# Prom outfit



## Charnelle (May 19, 2006)

So my friend who thinks i'm super special invited me to his Grad next month.
And i don't want to wear anything to dressy, but i want to look really cute and flirty.
I have pretty big hips, And a small bust(b). really out of porportion.
And my rib cage is strangely large. But I was wondering which of these two dresses would look best on my body type.





Which one do you like?
Also, i have wide feet, and they're size 9.5-10. So can you reccomnd any types of shoes that would go well with these dresses and still cover a fair part of the front of my feet?
pleeease


----------



## Dawn (May 19, 2006)

I think the top one may be more flattering?  I'd be afraid the 2nd one would put more emphasis on the hip area with that bow.  The first one may be more flattering for the bust area also.   If you have access to them both to try on, bring someone that can be truthfully honest so you get some good advice!  Good Luck!!


----------



## xmrsvindieselx (May 20, 2006)

I LOVE the first one..its gorgeous! and I have the same shoe problem..Im a 10 but i found a cute pair of shoes for my prom..the are silver flip flops with a cute heel and have a rhinestone buckel on them..I got them at a store in the mall, but you could probably find them lots of places!either black/white would look so cute
	

	
	
		
		

		
		
	


	




 HTH!


----------



## Jessica (May 21, 2006)

I adore the 2nd dress.  Classic, timeless and a sure fire way to have all eyes on you!!!  The A-line skirt will hide your hips (and belly if you have one) and you're eyes are drawn away from your bust and toward the cute bow.  ***how do I know this?  I was blessed with child-bearing hips and a small belly  
	

	
	
		
		

		
		
	


	




 ***  Definately try them both on and which ever one you feel MOST comfortable in----grab it 
	

	
	
		
		

		
		
	


	




  Have a great time @ Prom


----------



## bAbY_cHiCkEn01 (May 21, 2006)

I was going to say the 2nd one but the first posters right that it might draw more attention to your hip area with the bow... If you could get one without a bow that might look quite lovely, so nothing distracts...


----------



## kaliraksha (May 22, 2006)

I think the 2nd one is cuter... dressier.
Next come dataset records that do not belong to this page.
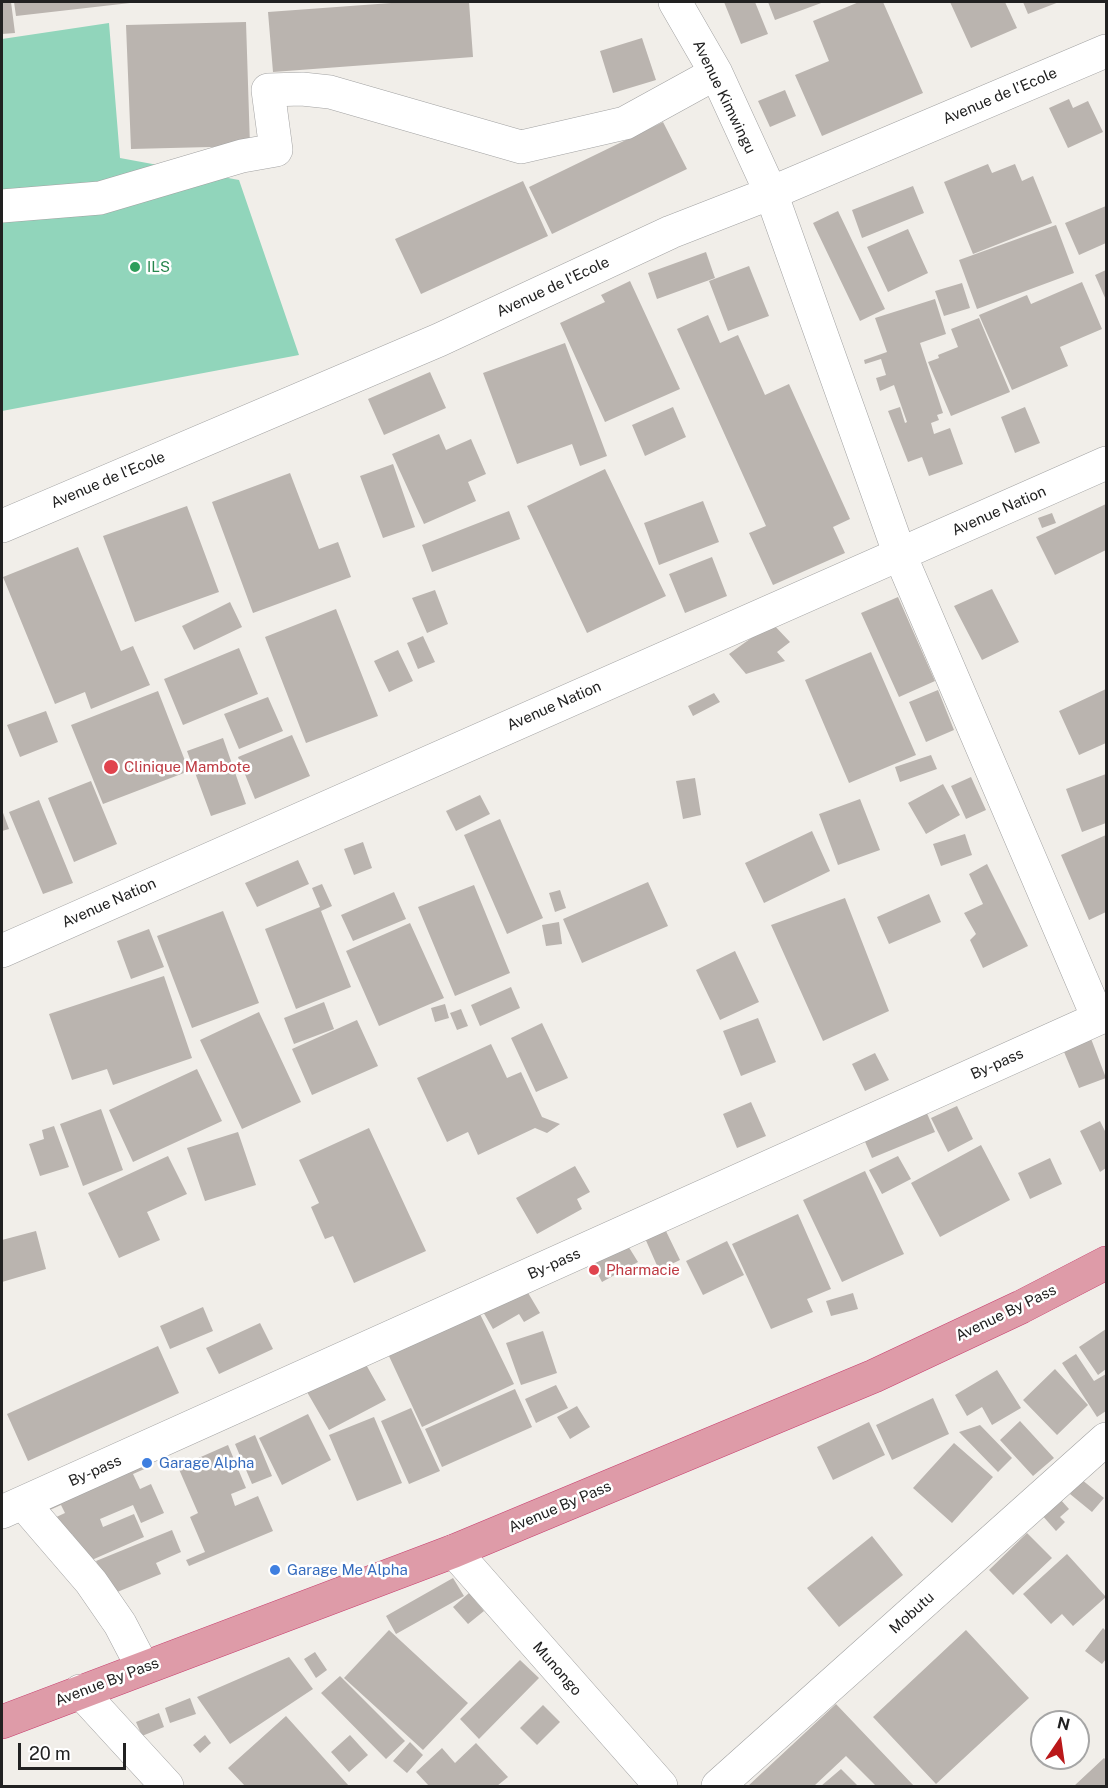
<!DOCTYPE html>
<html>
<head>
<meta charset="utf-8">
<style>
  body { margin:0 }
  #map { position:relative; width:1108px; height:1788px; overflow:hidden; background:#f1eee9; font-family:"Public Sans",sans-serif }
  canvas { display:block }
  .frame { position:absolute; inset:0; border:3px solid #212121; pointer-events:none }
  .north { position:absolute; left:1030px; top:1710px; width:60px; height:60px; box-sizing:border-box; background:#fff; border:2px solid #a6a6a6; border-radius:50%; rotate:13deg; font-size:16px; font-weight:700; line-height:24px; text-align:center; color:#212121 }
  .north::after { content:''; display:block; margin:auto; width:21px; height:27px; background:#ba181a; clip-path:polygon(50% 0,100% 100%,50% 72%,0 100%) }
  .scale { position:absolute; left:18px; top:1743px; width:108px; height:27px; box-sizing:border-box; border:3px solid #212121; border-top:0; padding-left:8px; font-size:18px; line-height:21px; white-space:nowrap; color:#212121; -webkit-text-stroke:4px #fff; paint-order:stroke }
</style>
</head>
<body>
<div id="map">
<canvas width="1108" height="1788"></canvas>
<div class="frame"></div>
<div class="north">N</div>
<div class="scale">20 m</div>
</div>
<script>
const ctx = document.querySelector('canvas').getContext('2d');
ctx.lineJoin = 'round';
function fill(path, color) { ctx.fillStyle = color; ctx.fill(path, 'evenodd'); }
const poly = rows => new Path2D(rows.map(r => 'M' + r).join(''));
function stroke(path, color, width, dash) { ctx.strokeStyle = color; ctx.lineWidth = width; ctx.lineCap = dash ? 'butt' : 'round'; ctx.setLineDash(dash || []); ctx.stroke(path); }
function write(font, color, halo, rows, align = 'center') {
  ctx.font = font + ' "Public Sans",sans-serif'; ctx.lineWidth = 5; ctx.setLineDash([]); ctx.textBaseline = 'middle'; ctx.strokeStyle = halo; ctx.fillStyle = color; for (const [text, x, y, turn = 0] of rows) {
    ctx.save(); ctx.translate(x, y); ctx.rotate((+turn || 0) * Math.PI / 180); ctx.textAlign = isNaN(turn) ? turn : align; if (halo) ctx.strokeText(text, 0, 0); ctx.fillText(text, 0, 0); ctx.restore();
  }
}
const pitch = poly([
  [109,23,120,158,239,180,299,355,2,411,2,39]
]);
const building = poly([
  [2,2,11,2,15,33,2,34],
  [14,2,130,2,130,3,16,16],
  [405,2,469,2,473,57,273,72,268,12],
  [724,2,755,2,768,34,741,44],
  [768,2,824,2,775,20],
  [859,2,883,2,923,93,822,136,795,75,829,61,813,21],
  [950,2,1005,2,1017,28,971,48],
  [1023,2,1059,2,1028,14],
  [246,22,250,146,131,149,126,25],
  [642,38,656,80,613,93,600,51],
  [785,90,796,116,770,127,758,101],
  [1069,99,1073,108,1088,101,1103,132,1068,148,1049,108],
  [663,122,687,169,552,234,529,187],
  [988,164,992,173,1015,164,1022,181,1033,176,1052,223,973,254,944,182],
  [523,181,548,236,421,294,395,239],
  [913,186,924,213,862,238,852,210],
  [1106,206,1106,243,1079,255,1065,223],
  [838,211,885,309,860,321,813,223],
  [1056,225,1074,273,977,309,959,260],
  [908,229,928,273,888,292,867,247],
  [706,252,715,278,657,299,648,273],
  [749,266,769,316,728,331,709,281],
  [1106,270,1106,300,1095,275],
  [630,281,680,389,605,422,560,323,605,302,601,295],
  [1082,282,1102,329,1060,347,1068,366,1012,390,979,315,1027,295,1031,304],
  [962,283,970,308,944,316,935,291],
  [935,299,946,334,920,343,943,413,937,415,939,420,931,423,934,434,950,428,963,464,929,476,922,457,908,462,888,411,900,407,905,423,907,422,894,385,880,391,876,378,886,375,881,359,865,364,864,360,887,352,875,318],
  [708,315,720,343,738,335,765,395,789,384,850,519,833,527,845,553,773,585,749,533,766,526,677,329],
  [979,318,1010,392,951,416,928,362,939,358,938,355,958,347,951,329],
  [565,343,607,456,580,466,572,444,517,464,483,373],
  [430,372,446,408,384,435,368,399],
  [673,407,686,437,645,456,632,425],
  [1025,407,1040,443,1015,453,1001,417],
  [439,434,446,450,471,439,486,474,468,482,476,501,424,524,392,454],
  [393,464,415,527,383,538,360,476],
  [605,469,666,596,587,633,527,506],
  [290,473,319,549,338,542,351,577,253,613,212,502],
  [703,501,719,542,659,565,644,523],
  [1106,504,1106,550,1055,575,1036,537],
  [187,506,219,592,135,622,103,536],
  [509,511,520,539,432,572,422,545],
  [1052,513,1056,523,1042,528,1038,518],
  [78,547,121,651,133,646,150,685,91,709,85,692,55,704,3,577],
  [712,557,727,596,685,613,669,574],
  [992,589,1019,642,982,660,954,606],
  [435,590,448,624,427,633,412,598],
  [898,597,935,681,899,697,861,613],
  [230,602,242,627,194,650,182,626],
  [336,609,378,716,306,743,265,637],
  [772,623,790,642,777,652,785,661,746,674,729,654],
  [423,636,435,662,418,669,407,643],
  [239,648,258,694,183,725,164,679],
  [398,650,413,681,389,692,374,661],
  [871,652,916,755,849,783,805,680],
  [1106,689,1106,743,1079,755,1059,711],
  [938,690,954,730,926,742,909,702],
  [158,691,189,771,103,804,71,725],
  [714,693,720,702,693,716,688,706],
  [268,697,283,731,239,749,224,714],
  [46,711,58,742,20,757,7,725],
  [292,735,310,776,255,799,238,757],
  [223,738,246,804,211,816,187,751],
  [931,755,937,769,900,782,895,767],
  [1106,774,1106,823,1082,832,1066,789],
  [971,777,986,810,966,819,951,786],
  [695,778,701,815,683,819,676,781],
  [91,781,117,844,74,862,48,798],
  [943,784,960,815,926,834,908,803],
  [480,795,490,814,456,831,446,811],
  [860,799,880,850,838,865,819,814],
  [39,800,73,883,43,894,9,812],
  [2,810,9,829,2,831],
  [500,819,543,918,507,934,464,835],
  [812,831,830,871,764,903,745,863],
  [965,834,972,855,941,866,933,844],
  [1106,835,1106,912,1089,920,1061,855],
  [363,842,372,868,354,875,344,849],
  [298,860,309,884,257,907,245,883],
  [987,864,1028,946,983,968,970,940,976,934,964,913,983,904,969,874],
  [648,882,668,926,582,963,563,919],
  [322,884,332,906,321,911,351,987,296,1009,265,929,320,907,312,888],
  [474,885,510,973,455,996,418,907],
  [560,890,566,908,555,912,549,893],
  [394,892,406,919,353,941,341,915],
  [929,894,941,922,889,944,877,917],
  [845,898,889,1011,823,1041,771,925],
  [223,911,259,1003,192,1028,157,936],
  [559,922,562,944,546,946,542,925],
  [410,923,444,998,379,1026,346,951],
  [149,929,164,967,131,979,117,941],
  [735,951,759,1002,720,1020,696,970],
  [164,976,192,1058,113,1085,107,1069,72,1080,49,1014],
  [511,987,520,1008,480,1026,471,1005],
  [324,1002,334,1029,294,1044,284,1018],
  [445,1004,449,1018,435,1022,431,1008],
  [461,1009,468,1026,457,1030,450,1013],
  [259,1012,301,1102,242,1129,200,1040],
  [758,1018,776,1062,741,1076,723,1031],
  [357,1020,378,1066,312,1095,292,1049],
  [542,1023,568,1078,536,1092,511,1038],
  [1090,1036,1106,1078,1079,1088,1062,1047],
  [491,1044,507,1078,521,1072,542,1117,560,1124,547,1133,535,1128,478,1155,468,1132,447,1142,417,1078],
  [875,1053,889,1080,865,1091,852,1064],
  [197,1069,222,1121,133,1162,109,1110],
  [751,1102,766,1136,737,1148,723,1114],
  [957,1106,973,1139,948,1152,931,1118],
  [101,1109,123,1170,83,1186,60,1124],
  [926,1111,935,1132,872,1158,863,1137],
  [1100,1121,1106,1133,1106,1168,1100,1172,1080,1131],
  [54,1126,69,1167,40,1176,29,1144,44,1139,42,1130],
  [369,1128,426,1251,354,1283,333,1236,325,1239,311,1207,319,1203,299,1160],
  [238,1132,256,1185,205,1201,187,1148],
  [981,1145,1010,1200,940,1237,911,1183],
  [168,1156,187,1194,147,1212,160,1240,119,1258,88,1193],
  [898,1156,911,1179,882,1194,869,1170],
  [1050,1158,1062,1184,1030,1199,1018,1173],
  [575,1166,590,1192,577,1199,582,1209,537,1234,516,1198],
  [865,1171,904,1254,842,1282,803,1200],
  [798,1214,831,1289,807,1299,813,1312,771,1329,732,1244],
  [664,1227,680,1260,659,1270,644,1236],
  [36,1231,46,1269,2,1282,2,1240],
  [625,1241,638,1262,602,1282,590,1260],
  [727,1241,744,1275,703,1295,686,1261],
  [524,1286,540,1313,524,1322,519,1314,493,1329,482,1310],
  [853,1293,858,1309,831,1316,826,1301],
  [203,1307,213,1331,170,1349,160,1326],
  [479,1312,514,1384,422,1427,388,1354],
  [260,1323,273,1349,219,1374,206,1348],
  [1106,1329,1106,1369,1098,1375,1079,1347],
  [543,1331,557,1373,521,1385,506,1343],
  [158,1346,179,1393,28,1461,7,1414],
  [1076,1354,1094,1381,1106,1374,1106,1411,1097,1417,1062,1363],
  [364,1361,386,1400,329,1430,307,1392],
  [1055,1369,1088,1405,1057,1435,1023,1400],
  [997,1370,1021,1408,992,1425,982,1407,967,1416,955,1395],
  [556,1385,568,1408,536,1423,525,1399],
  [515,1389,532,1427,442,1467,425,1429],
  [933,1398,949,1434,892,1460,876,1425],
  [577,1406,590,1427,570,1439,557,1417],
  [411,1408,440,1471,409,1484,381,1421],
  [308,1414,331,1460,282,1485,259,1438],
  [374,1417,402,1483,357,1501,329,1435],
  [1020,1421,1054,1458,1033,1476,1000,1440],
  [869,1422,885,1455,833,1480,817,1447],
  [980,1425,1012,1458,998,1472,959,1432],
  [255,1435,272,1476,252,1484,235,1444],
  [954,1443,993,1477,952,1523,913,1488],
  [228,1445,246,1488,231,1494,235,1506,258,1496,273,1531,189,1566,186,1560,205,1552,190,1517,198,1513,178,1467],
  [142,1452,149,1467,133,1474,140,1489,151,1484,164,1513,141,1523,133,1505,100,1519,103,1527,134,1514,144,1537,85,1563,72,1534,60,1539,52,1519,65,1513,61,1505,43,1513,38,1500],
  [1081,1479,1104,1498,1092,1512,1070,1494],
  [1060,1499,1069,1509,1060,1517,1065,1522,1056,1531,1041,1514],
  [172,1530,181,1552,156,1563,161,1574,110,1595,96,1561],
  [1027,1533,1052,1558,1013,1595,989,1570],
  [872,1536,903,1575,839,1627,807,1588],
  [1067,1554,1106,1597,1073,1626,1062,1614,1051,1624,1023,1594],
  [453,1578,464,1596,396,1634,386,1616],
  [469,1593,484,1611,468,1624,453,1607],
  [1103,1628,1106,1631,1106,1659,1102,1664,1085,1651],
  [389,1630,468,1703,423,1750,344,1678],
  [966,1630,1029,1698,936,1784,873,1717],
  [315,1652,327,1670,316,1678,304,1659],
  [289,1657,313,1689,230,1744,197,1697],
  [520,1660,539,1678,479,1739,460,1719],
  [340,1676,405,1741,386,1759,321,1693],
  [190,1698,196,1714,170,1723,165,1708],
  [836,1704,914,1786,876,1786,846,1756,814,1786,748,1786],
  [543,1705,560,1722,537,1745,520,1728],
  [159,1713,164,1727,142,1736,136,1722],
  [286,1716,349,1786,245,1786,228,1768],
  [205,1735,211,1743,200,1753,193,1745],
  [350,1735,368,1755,349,1772,331,1752],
  [410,1742,423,1755,407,1773,393,1761],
  [476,1743,508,1777,497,1786,429,1786,416,1772,442,1748,455,1763],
  [1104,1758,1106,1760,1106,1786,1074,1786],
  [841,1769,858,1786,821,1786]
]);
const minor = poly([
  [675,2,716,73,771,193,900,555,1098,1018],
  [2,206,100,198,242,156,276,150,268,90,302,89,330,92,521,147,625,123,716,73],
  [2,526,439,340,671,232,771,193,1106,51],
  [2,951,1106,463],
  [23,1503,91,1582,120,1624,143,1668],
  [2,1512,1106,1015],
  [454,1551,661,1786],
  [80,1691,167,1786],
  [718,1786,1106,1439]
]);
const highway = poly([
  [2,1722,454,1551,874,1376,1021,1307,1106,1263]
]);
const markers = [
  [135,267,6,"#2e9e5b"],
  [111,767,8,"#e0444e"],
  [594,1270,6,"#e0444e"],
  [147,1463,6,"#3f7fe0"],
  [275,1570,6,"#3f7fe0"]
];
const streetNames = [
  ["Avenue de l'Ecole",1000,96,-23],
  ["Avenue Kimwingu",724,97,64],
  ["Avenue de l'Ecole",553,287,-25],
  ["Avenue de l'Ecole",108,480,-23],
  ["Avenue Nation",999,511,-24],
  ["Avenue Nation",554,706,-24],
  ["Avenue Nation",109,903,-24],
  ["By-pass",997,1064,-24],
  ["By-pass",554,1264,-24],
  ["Avenue By Pass",1006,1313,-26],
  ["By-pass",95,1471,-24],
  ["Avenue By Pass",560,1507,-23],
  ["Mobutu",912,1613,-42],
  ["Munongo",557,1669,49],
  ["Avenue By Pass",107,1682,-21]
];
const leisureNames = [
  ["ILS",147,267]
];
const healthNames = [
  ["Clinique Mambote",124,767],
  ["Pharmacie",606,1270]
];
const shopNames = [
  ["Garage Alpha",159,1463],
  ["Garage Me Alpha",287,1570]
];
fill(pitch, '#91d5bb');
fill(building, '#bab4af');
stroke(minor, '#a2a2a2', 34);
stroke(highway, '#c73e6e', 34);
stroke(minor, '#fff', 33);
stroke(highway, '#de9ba8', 33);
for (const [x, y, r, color] of markers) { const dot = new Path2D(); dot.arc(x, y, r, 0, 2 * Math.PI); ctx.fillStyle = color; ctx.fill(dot); stroke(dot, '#fff', 2); }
write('15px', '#212121', '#fff', streetNames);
write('15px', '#27864d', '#fff', leisureNames, 'left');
write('15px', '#be3a42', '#fff', healthNames, 'left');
write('15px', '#366cbe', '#fff', shopNames, 'left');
</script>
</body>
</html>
The first one looks really summery. I like the 2nd for your body type because it's so giving that any girl even one without curves would have the same hip shape in that dress because its a full skirt. The first one looks like the material might be clingy... which is not fun with wider hips =( Is this a graduation or a prom? I think I'm confused =(  Maybe try ballet flats?


----------



## Charnelle (May 23, 2006)

Its the party/dance part of their grad.
So its still kind of formal, but not really formal
The theme is Black, White, and Red.
I really like the idea of the second dress with smokey eyes and red lips.
Sound good??
Ohh, also what about acessories eg. necklace, bracelets etc, any ideas?


----------